Volume 6 Supplement 3
The potential role of adiponectin in driving arthritis
© The Author(s) 2004
Published: 13 September 2004
Recent data indicate that adipose tissue synthesizes and releases numerous immunocompetent molecules such as tumor necrosis factor (TNF) alpha, C3a and C1-inhibitor. As adipose tissue is also part of rheumatoid joints, we examined whether adiponectin (apM-1), which has structural homologies to complement proteins and members of the TNF family, and its receptors are present in rheumatoid arthritis (RA) and osteoarthritis (OA) synovium. In addition, owing to the ability of adiponectin to exert several immunmodulatory functions, the effect and regulation of adiponectin-dependent synthesis of proinflammatory and antiinflammatory cytokines was examined.
Snap-frozen synovial sections of patients with RA, OA and articular adipose tissue were evaluated by adiponectin and adiponectin receptors type 1 and 2-specific primers, by in situ hybridization using adiponectin riboprobes and antibodies against adiponectin in combination with double-labeling for fibroblasts. In addition, fresh synovial fibroblasts derived from RA and OA patients undergoing knee joint endoprothetic surgery were stimulated with adiponectin in concentrations from 0.2 to 100 μg/ml for 15 hours and compared with unstimulated fibroblasts. Supernatants were examined for production of IL-1β, IL-4, IL-6, IL-10, matrix metalloproteinase (MMP)-1 and MMP-3 by commercially available ELISA.

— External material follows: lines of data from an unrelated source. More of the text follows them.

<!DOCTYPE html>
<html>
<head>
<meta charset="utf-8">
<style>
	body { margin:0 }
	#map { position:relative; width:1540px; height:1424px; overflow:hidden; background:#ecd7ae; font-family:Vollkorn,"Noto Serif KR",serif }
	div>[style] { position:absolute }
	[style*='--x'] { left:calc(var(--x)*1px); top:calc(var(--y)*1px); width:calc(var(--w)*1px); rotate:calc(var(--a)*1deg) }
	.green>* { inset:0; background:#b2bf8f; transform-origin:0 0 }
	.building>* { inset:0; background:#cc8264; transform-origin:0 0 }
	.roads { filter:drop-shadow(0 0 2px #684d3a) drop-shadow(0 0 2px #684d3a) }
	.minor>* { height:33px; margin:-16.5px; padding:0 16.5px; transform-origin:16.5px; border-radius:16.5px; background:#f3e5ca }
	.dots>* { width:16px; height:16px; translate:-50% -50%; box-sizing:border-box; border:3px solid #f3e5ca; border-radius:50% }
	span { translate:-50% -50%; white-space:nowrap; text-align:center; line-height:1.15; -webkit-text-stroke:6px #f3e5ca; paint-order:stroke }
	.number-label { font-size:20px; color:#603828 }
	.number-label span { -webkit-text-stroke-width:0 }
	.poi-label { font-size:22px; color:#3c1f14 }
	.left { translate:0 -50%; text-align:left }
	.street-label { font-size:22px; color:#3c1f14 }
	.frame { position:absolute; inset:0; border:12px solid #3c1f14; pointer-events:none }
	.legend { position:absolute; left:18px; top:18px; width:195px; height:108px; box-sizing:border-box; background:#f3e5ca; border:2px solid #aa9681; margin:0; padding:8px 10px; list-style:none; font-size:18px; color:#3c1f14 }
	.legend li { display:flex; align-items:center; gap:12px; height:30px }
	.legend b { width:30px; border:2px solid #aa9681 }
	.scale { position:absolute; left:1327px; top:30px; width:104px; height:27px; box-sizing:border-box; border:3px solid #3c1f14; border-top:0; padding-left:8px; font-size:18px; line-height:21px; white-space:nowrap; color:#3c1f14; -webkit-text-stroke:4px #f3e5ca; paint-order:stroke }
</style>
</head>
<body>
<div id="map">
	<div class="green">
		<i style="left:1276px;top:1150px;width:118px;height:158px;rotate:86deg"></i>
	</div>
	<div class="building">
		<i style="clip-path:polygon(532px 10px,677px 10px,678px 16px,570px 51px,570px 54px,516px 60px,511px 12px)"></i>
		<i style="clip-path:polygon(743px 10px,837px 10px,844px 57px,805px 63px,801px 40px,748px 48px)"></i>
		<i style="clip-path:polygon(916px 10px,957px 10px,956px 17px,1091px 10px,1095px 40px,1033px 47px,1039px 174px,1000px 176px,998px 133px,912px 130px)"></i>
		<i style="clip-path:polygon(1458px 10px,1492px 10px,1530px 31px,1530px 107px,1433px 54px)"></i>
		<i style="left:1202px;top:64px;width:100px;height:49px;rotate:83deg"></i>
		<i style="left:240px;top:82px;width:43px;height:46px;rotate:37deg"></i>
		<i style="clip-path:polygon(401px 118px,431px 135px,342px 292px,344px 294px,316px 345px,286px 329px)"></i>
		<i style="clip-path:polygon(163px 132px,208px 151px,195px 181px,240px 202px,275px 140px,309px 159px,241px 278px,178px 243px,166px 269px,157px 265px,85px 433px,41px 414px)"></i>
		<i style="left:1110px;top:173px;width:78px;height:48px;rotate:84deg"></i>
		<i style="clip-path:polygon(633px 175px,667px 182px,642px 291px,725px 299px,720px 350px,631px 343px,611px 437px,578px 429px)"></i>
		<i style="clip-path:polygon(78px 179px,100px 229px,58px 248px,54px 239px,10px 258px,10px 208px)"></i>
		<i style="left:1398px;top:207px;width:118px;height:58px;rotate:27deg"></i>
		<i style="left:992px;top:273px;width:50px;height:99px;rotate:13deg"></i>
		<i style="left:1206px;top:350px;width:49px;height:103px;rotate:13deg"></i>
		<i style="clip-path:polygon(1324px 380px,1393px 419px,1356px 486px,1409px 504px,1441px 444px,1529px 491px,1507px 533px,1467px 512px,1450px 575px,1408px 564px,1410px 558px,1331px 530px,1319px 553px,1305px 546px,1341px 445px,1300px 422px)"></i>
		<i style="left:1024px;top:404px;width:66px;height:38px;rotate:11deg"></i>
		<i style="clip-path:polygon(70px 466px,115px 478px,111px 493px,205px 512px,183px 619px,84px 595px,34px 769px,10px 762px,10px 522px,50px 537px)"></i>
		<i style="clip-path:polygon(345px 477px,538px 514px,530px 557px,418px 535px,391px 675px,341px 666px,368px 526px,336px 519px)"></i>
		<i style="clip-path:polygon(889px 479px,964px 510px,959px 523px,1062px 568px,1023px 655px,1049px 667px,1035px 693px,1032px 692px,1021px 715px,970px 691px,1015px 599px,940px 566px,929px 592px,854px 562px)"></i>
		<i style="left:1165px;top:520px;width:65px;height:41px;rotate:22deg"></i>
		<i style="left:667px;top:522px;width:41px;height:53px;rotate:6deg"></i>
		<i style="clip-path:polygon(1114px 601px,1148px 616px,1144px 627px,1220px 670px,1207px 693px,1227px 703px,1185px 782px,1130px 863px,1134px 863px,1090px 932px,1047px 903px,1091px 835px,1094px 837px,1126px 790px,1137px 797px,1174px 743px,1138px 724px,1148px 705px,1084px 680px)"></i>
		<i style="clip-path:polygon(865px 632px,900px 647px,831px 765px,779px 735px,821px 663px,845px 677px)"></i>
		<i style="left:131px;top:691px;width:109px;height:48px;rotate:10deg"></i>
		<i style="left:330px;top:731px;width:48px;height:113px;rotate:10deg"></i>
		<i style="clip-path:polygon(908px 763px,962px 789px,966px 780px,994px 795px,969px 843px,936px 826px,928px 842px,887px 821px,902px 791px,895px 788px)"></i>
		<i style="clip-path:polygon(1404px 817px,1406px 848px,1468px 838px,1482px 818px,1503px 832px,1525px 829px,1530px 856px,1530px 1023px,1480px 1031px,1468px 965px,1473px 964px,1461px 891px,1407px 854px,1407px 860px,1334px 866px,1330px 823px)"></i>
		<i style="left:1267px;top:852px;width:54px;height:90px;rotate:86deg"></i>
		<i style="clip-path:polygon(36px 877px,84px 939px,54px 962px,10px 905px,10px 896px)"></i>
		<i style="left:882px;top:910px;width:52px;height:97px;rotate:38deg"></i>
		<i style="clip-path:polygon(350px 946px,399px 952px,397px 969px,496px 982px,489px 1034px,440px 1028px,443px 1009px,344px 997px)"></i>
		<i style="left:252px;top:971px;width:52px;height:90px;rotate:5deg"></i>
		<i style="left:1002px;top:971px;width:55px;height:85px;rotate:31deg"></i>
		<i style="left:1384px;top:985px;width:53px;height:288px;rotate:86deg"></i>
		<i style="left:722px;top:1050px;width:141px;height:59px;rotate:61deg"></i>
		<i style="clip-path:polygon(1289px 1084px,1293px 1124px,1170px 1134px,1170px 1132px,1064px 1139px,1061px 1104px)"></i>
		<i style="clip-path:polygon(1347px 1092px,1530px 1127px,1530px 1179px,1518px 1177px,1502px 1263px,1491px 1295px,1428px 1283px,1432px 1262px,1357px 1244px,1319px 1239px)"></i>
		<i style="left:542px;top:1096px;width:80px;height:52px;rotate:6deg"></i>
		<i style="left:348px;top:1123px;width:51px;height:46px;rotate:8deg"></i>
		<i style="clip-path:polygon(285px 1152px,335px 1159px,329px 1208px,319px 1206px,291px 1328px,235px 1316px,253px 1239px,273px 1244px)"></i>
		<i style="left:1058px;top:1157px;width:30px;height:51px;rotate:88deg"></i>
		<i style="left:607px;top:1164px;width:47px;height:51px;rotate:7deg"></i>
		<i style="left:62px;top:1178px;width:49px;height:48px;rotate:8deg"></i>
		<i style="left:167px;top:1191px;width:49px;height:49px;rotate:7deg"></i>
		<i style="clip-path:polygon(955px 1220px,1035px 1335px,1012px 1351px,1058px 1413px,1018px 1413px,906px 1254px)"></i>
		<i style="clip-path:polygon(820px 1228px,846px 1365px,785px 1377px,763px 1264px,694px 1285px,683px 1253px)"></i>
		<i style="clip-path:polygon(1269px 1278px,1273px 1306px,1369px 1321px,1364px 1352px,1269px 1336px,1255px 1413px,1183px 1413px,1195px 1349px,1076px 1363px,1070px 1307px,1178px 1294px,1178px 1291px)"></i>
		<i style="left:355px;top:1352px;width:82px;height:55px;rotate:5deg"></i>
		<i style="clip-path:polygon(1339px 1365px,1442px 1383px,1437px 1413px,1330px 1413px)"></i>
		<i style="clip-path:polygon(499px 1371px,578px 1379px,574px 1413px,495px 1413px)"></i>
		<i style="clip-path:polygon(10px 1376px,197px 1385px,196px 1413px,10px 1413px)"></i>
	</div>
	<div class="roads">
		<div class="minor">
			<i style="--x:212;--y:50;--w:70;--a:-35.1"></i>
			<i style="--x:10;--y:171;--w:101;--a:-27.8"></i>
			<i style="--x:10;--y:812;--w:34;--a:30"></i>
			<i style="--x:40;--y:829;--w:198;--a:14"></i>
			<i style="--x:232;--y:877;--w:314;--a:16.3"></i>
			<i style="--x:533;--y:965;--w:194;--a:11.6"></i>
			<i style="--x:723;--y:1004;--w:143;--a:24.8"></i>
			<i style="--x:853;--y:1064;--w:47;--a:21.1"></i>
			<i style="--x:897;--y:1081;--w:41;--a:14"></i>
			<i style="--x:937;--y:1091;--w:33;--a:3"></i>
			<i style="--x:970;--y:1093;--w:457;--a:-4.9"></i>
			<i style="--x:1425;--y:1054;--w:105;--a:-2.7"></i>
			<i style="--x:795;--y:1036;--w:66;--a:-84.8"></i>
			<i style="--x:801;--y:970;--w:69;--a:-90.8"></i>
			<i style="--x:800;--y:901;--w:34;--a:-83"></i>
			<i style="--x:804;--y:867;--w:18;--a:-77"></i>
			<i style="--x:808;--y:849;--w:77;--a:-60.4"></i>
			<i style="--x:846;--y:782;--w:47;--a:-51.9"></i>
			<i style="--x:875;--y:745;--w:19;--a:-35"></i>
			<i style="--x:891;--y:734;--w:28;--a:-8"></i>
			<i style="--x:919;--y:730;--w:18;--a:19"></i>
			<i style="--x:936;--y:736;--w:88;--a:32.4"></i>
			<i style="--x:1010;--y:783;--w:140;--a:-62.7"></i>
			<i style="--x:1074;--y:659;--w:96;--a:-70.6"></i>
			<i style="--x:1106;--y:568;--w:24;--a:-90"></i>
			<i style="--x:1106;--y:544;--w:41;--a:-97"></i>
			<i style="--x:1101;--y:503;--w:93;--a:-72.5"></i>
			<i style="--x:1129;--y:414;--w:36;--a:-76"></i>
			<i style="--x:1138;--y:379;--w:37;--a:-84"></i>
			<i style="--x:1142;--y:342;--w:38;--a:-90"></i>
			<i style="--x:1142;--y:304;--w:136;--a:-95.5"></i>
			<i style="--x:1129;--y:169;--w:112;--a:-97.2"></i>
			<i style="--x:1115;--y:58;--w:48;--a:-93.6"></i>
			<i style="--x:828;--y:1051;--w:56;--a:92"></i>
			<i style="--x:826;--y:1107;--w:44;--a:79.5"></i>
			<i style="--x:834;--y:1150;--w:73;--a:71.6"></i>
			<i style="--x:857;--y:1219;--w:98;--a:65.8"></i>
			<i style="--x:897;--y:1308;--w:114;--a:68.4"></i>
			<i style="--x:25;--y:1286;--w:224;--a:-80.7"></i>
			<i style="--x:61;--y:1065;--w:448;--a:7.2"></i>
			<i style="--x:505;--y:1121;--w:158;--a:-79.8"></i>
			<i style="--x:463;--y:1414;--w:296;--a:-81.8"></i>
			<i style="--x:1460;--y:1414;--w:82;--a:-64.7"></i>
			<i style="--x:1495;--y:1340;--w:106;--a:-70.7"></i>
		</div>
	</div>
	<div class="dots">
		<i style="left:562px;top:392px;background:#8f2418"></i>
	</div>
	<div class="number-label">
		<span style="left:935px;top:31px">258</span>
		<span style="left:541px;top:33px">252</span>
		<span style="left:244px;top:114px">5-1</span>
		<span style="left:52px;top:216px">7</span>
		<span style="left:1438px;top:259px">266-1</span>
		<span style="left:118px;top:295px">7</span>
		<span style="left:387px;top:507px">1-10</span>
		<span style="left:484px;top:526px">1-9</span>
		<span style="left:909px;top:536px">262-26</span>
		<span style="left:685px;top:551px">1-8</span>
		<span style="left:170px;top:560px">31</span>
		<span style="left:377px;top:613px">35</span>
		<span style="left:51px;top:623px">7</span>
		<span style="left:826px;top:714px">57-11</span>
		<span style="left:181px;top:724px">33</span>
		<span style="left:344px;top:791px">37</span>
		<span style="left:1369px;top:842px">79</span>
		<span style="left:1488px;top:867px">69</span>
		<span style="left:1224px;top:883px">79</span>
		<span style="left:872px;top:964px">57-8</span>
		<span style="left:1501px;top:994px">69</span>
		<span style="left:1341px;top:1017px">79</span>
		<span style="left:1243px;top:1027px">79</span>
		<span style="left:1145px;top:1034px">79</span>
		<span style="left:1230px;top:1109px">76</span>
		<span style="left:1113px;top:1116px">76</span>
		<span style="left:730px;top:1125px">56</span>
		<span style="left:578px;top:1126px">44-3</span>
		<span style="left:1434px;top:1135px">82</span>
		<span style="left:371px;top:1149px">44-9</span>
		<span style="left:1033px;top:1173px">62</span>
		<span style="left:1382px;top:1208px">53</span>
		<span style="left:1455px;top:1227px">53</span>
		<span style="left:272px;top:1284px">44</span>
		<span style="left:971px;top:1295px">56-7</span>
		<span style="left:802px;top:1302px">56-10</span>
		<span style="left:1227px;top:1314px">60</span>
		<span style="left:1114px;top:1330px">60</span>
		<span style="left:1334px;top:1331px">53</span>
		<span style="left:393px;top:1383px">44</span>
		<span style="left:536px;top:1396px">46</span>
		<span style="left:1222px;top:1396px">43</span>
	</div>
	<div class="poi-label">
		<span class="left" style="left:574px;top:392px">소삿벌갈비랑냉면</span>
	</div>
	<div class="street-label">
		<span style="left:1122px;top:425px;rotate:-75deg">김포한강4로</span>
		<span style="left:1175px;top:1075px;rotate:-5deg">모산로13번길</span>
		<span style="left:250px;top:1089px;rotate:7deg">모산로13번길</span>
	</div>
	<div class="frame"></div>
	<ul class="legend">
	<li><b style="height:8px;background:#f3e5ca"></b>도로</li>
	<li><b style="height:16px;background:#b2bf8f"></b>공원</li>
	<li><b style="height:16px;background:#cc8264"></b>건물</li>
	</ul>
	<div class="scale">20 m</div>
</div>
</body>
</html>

In all patients, strong expression of adiponectin mRNA could be detected in synovial lining and to a lesser extent in synovial sublining. Double-labeling with anti-vimentin (fibroblasts) showed that up to 60% of RA fibroblasts expressed the adiponectin gene and adiponectin type 1 and 2 receptors. Stimulation of synovial fibroblasts with adiponectin showed a dose-dependent upregulation of IL-6 and MMP-1, both in RA and OA synovial fibroblasts. Whereas treatment without or with a small concentration of adiponectin (0.2 μg/ml) resulted only in a low production of IL-6, a concentration-dependent increase could be found with the highest amount produced with 100 μg/ml adiponectin. In contrast, synthesis of IL-1β, IL-4, and IL-10 was not altered by adiponectin stimulation. Of interest, both the TNF inhibitors adalimumab and etanercept were able to downregulate adiponectin-dependent IL-6 and MMP-1 synthesis significantly.
The results show that adipocytokines such as adiponectin are not only present in arthritic synovium, but also that adiponectin has stimulatory effects both on the production of distinct cytokines (e.g. IL-6) and of matrix-degrading enzymes (e.g. MMP-1) in synovial fibroblasts. Therefore, the data support the hypothesis that adiponectin may alter the expression of local synovial cytokines and thus may not only represent a candidate gene of a complement/TNF-related pathway operative in RA, but also one of the targets of TNF inhibitor therapy.
The study was supported by an EULAR Young Investigator Award and by grants of the German Research Society (Mu 1383/3-3, Scha 789/2-1, Ta 297/2-1).